#### Data to examine ####
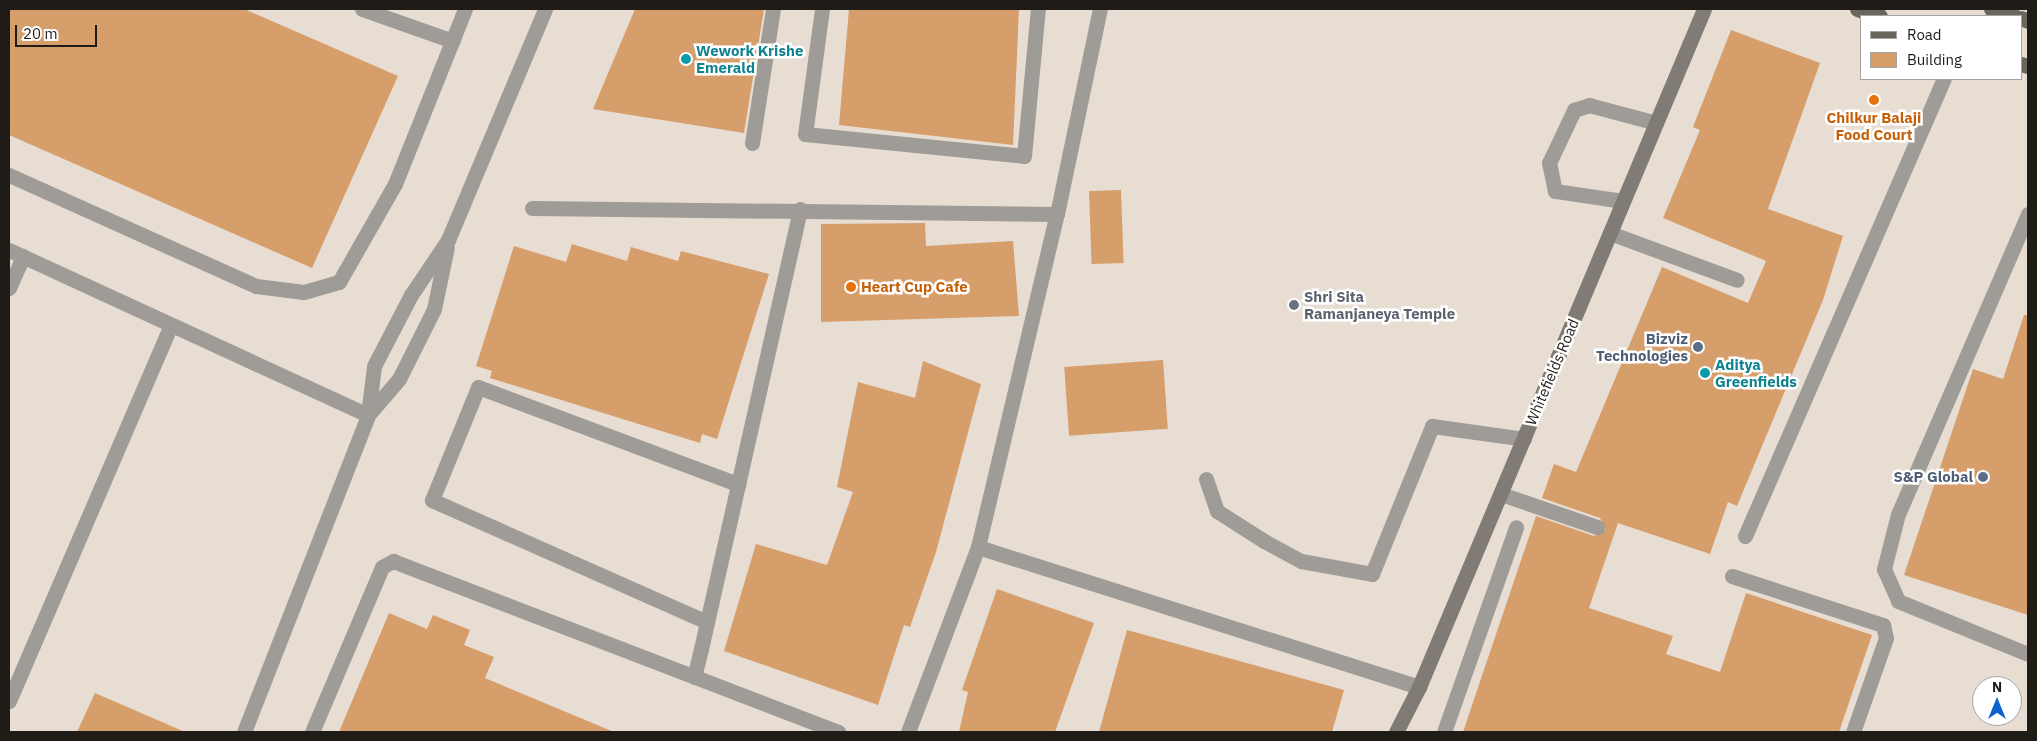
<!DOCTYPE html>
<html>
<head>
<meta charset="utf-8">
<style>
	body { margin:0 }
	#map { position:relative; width:2037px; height:741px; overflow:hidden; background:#e8ddd3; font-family:"IBM Plex Sans",sans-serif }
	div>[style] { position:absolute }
	.building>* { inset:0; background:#d69e6b; transform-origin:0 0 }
	.lane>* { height:15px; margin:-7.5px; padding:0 7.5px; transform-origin:7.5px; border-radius:7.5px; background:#9f9c97 }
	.street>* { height:15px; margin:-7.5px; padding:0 7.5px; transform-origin:7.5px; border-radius:7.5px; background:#9f9c97 }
	.secondary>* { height:15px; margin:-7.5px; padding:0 7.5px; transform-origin:7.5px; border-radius:7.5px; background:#807c75 }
	.primary>* { height:15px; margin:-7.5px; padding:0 7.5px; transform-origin:7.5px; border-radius:7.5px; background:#6a665c }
	.dots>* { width:14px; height:14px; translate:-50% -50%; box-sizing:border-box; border:2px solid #fff; border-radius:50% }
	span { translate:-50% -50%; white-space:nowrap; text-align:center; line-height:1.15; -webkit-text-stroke:5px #fff; paint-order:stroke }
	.culture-label { font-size:15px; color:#0d838f; font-weight:700 }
	.left { translate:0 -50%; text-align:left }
	.food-label { font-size:15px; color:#c56008; font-weight:700 }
	.worship-label { font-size:15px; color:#5b616d; font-weight:700 }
	.service-label { font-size:15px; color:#4e5e75; font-weight:700 }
	.right { translate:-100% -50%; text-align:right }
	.street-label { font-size:15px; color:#1f1b17 }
	.frame { position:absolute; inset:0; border:10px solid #1f1b17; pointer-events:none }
	.legend { position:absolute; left:1860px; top:15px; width:162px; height:65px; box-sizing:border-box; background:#fff; border:1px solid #a5a4a2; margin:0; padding:6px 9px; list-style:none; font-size:15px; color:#1f1b17 }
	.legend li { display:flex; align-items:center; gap:10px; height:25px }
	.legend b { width:25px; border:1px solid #a5a4a2 }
	.north { position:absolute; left:1972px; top:676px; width:50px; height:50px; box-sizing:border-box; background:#fff; border:1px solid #a5a4a2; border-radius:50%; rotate:0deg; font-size:14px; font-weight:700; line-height:20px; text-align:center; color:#1f1b17 }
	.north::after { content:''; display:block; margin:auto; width:18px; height:22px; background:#0b64cd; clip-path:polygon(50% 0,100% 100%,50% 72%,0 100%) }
	.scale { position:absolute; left:15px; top:25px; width:82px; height:22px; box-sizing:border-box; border:2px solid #1f1b17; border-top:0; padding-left:6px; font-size:15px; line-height:18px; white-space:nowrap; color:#1f1b17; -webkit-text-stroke:4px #fff; paint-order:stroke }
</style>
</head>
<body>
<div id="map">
	<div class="building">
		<div style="clip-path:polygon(9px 9px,244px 9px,398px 76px,312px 268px,9px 135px)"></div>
		<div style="clip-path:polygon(635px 9px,764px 9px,744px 133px,593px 109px)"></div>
		<div style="clip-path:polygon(849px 9px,1019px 9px,1013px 145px,839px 125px)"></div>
		<div style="clip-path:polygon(1731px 30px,1820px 63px,1768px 209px,1843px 236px,1823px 300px,1737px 506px,1728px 502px,1710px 554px,1618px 523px,1589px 608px,1673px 636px,1666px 654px,1720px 672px,1746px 593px,1872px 635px,1839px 732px,1463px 732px,1536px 516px,1594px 536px,1606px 530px,1600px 518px,1542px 498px,1554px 464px,1576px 472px,1662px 267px,1748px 303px,1766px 261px,1663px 218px,1700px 130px,1693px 127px)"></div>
		<div style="left:1121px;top:190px;width:73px;height:32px;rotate:88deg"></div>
		<div style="clip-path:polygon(925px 223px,926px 246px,1013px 241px,1019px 316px,821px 322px,821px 224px)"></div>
		<div style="clip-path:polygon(572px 244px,627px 261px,631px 247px,678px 261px,681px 251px,769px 274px,717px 439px,702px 434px,700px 443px,490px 378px,492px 371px,476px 366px,514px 246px,566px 262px)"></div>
		<div style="clip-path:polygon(2024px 315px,2028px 315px,2028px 615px,1904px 575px,1973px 369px,2003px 379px)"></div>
		<div style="left:1163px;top:360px;width:69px;height:99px;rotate:86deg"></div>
		<div style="clip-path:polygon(923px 361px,981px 384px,936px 552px,910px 627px,904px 625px,878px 705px,724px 651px,756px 544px,827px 565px,853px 492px,837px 487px,858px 382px,915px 398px)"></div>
		<div style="clip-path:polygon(997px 589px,1094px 623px,1055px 732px,959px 732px,968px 692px,962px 690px)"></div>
		<div style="clip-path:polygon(389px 613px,427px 629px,433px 615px,470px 630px,464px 645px,494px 657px,485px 678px,614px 732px,339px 732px)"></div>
		<div style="clip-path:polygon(1127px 630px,1344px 690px,1332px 732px,1099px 732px)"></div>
		<div style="clip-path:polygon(95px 693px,185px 732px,77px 732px)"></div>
	</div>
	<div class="lane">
		<div style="left:362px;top:9px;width:96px;rotate:19.4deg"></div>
		<div style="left:822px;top:9px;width:126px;rotate:97.7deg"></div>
		<div style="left:805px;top:134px;width:220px;rotate:5.7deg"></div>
		<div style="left:1024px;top:156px;width:148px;rotate:-84.6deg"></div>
		<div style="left:752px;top:143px;width:136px;rotate:-81.1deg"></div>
		<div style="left:9px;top:175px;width:271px;rotate:24.2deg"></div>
		<div style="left:256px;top:286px;width:48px;rotate:7.1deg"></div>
		<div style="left:304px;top:292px;width:36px;rotate:-16deg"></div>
		<div style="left:339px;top:282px;width:113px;rotate:-60.3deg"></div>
		<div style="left:395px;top:184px;width:188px;rotate:-68.2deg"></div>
		<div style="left:1623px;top:201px;width:69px;rotate:-171.6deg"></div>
		<div style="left:1555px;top:191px;width:29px;rotate:-102deg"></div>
		<div style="left:1549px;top:163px;width:59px;rotate:-64.7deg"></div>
		<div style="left:1574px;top:110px;width:16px;rotate:-18deg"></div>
		<div style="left:1589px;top:105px;width:69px;rotate:15deg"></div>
		<div style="left:2028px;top:214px;width:327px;rotate:113.4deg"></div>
		<div style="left:1898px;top:514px;width:57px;rotate:104.3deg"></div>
		<div style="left:1884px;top:569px;width:35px;rotate:66deg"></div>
		<div style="left:1898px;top:601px;width:140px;rotate:22.2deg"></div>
		<div style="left:1206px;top:479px;width:34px;rotate:71deg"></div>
		<div style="left:1217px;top:511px;width:56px;rotate:32.6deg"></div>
		<div style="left:1264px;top:541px;width:42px;rotate:28.4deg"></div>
		<div style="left:1301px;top:561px;width:72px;rotate:10.4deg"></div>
		<div style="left:1372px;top:574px;width:160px;rotate:-67.9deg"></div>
		<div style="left:1432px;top:426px;width:93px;rotate:8deg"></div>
		<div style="left:707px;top:622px;width:301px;rotate:-156.1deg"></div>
		<div style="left:432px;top:500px;width:122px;rotate:-67.8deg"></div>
		<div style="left:478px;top:387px;width:278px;rotate:20.5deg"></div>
		<div style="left:694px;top:677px;width:29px;rotate:-76deg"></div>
		<div style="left:312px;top:732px;width:179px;rotate:-67deg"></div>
		<div style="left:382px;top:567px;width:13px;rotate:-29deg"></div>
		<div style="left:393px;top:561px;width:477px;rotate:21deg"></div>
	</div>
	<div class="street">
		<div style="left:532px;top:208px;width:525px;rotate:0.65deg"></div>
		<div style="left:1610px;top:233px;width:135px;rotate:20.3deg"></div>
		<div style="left:9px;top:250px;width:395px;rotate:24.7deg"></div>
		<div style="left:9px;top:288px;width:35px;rotate:-66deg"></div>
		<div style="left:368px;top:415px;width:48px;rotate:-49.3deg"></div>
		<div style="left:399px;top:379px;width:78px;rotate:-63.4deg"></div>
		<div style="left:434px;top:309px;width:63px;rotate:-78.2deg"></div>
		<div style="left:1501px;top:494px;width:102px;rotate:19deg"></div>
		<div style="left:1745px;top:536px;width:498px;rotate:-66.5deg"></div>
		<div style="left:978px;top:547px;width:463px;rotate:17.6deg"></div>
		<div style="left:1732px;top:576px;width:159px;rotate:18deg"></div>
		<div style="left:1883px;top:625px;width:13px;rotate:77deg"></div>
		<div style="left:1886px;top:638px;width:100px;rotate:109.3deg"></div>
		<div style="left:701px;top:649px;width:451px;rotate:-77.3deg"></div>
		<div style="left:9px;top:701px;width:409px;rotate:-66.7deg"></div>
		<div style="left:244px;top:732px;width:340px;rotate:-68.6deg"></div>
		<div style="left:368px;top:415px;width:49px;rotate:-83deg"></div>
		<div style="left:374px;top:366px;width:80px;rotate:-62.5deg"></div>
		<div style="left:411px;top:295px;width:66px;rotate:-56.1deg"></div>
		<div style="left:448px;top:240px;width:251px;rotate:-67.2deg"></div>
		<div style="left:908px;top:732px;width:198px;rotate:-69.3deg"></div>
		<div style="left:978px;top:547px;width:342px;rotate:-76.7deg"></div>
		<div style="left:1057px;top:214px;width:209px;rotate:-78.2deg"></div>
		<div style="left:1444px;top:732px;width:217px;rotate:-70.6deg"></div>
	</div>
	<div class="secondary">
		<div style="left:1396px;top:732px;width:51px;rotate:-62.9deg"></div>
		<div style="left:1419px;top:687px;width:735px;rotate:-67.2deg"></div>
	</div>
	<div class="primary">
		<div style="left:1857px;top:9px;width:24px;rotate:17deg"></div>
		<div style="left:1991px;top:9px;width:24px;rotate:17deg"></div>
		<div style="left:2021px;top:18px;width:8px;rotate:23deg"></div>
		<div style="left:2021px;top:64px;width:7px;rotate:16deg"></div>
	</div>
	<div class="dots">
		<div style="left:686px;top:59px;background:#0f9aa8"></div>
		<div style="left:1874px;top:100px;background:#e8710a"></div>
		<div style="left:851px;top:287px;background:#e8710a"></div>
		<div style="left:1294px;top:305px;background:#6b7280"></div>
		<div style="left:1698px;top:347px;background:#5c6f8a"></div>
		<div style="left:1705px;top:373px;background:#0f9aa8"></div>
		<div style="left:1983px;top:477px;background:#5c6f8a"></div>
	</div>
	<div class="culture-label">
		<span class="left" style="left:696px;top:59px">Wework Krishe<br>Emerald</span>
		<span class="left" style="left:1715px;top:373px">Aditya<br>Greenfields</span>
	</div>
	<div class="food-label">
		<span style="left:1874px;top:126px">Chilkur Balaji<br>Food Court</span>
		<span class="left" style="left:861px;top:287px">Heart Cup Cafe</span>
	</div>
	<div class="worship-label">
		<span class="left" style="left:1304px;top:305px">Shri Sita<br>Ramanjaneya Temple</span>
	</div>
	<div class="service-label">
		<span class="right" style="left:1688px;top:347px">Bizviz<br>Technologies</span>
		<span class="right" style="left:1973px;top:477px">S&amp;P Global</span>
	</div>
	<div class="street-label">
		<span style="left:1552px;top:372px;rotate:-67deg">Whitefields Road</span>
	</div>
	<div class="frame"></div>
	<ul class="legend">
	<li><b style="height:6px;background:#6a665c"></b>Road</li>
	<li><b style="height:14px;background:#d69e6b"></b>Building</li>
	</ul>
	<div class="north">N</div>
	<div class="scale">20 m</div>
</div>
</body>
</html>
####
(What to produce): Omitting all pictures, restate exactly the lines of the material from its start through the line that contains "translate:-100% -50%; text-align:right".

(Result of this task):
<!DOCTYPE html>
<html>
<head>
<meta charset="utf-8">
<style>
	body { margin:0 }
	#map { position:relative; width:2037px; height:741px; overflow:hidden; background:#e8ddd3; font-family:"IBM Plex Sans",sans-serif }
	div>[style] { position:absolute }
	.building>* { inset:0; background:#d69e6b; transform-origin:0 0 }
	.lane>* { height:15px; margin:-7.5px; padding:0 7.5px; transform-origin:7.5px; border-radius:7.5px; background:#9f9c97 }
	.street>* { height:15px; margin:-7.5px; padding:0 7.5px; transform-origin:7.5px; border-radius:7.5px; background:#9f9c97 }
	.secondary>* { height:15px; margin:-7.5px; padding:0 7.5px; transform-origin:7.5px; border-radius:7.5px; background:#807c75 }
	.primary>* { height:15px; margin:-7.5px; padding:0 7.5px; transform-origin:7.5px; border-radius:7.5px; background:#6a665c }
	.dots>* { width:14px; height:14px; translate:-50% -50%; box-sizing:border-box; border:2px solid #fff; border-radius:50% }
	span { translate:-50% -50%; white-space:nowrap; text-align:center; line-height:1.15; -webkit-text-stroke:5px #fff; paint-order:stroke }
	.culture-label { font-size:15px; color:#0d838f; font-weight:700 }
	.left { translate:0 -50%; text-align:left }
	.food-label { font-size:15px; color:#c56008; font-weight:700 }
	.worship-label { font-size:15px; color:#5b616d; font-weight:700 }
	.service-label { font-size:15px; color:#4e5e75; font-weight:700 }
	.right { translate:-100% -50%; text-align:right }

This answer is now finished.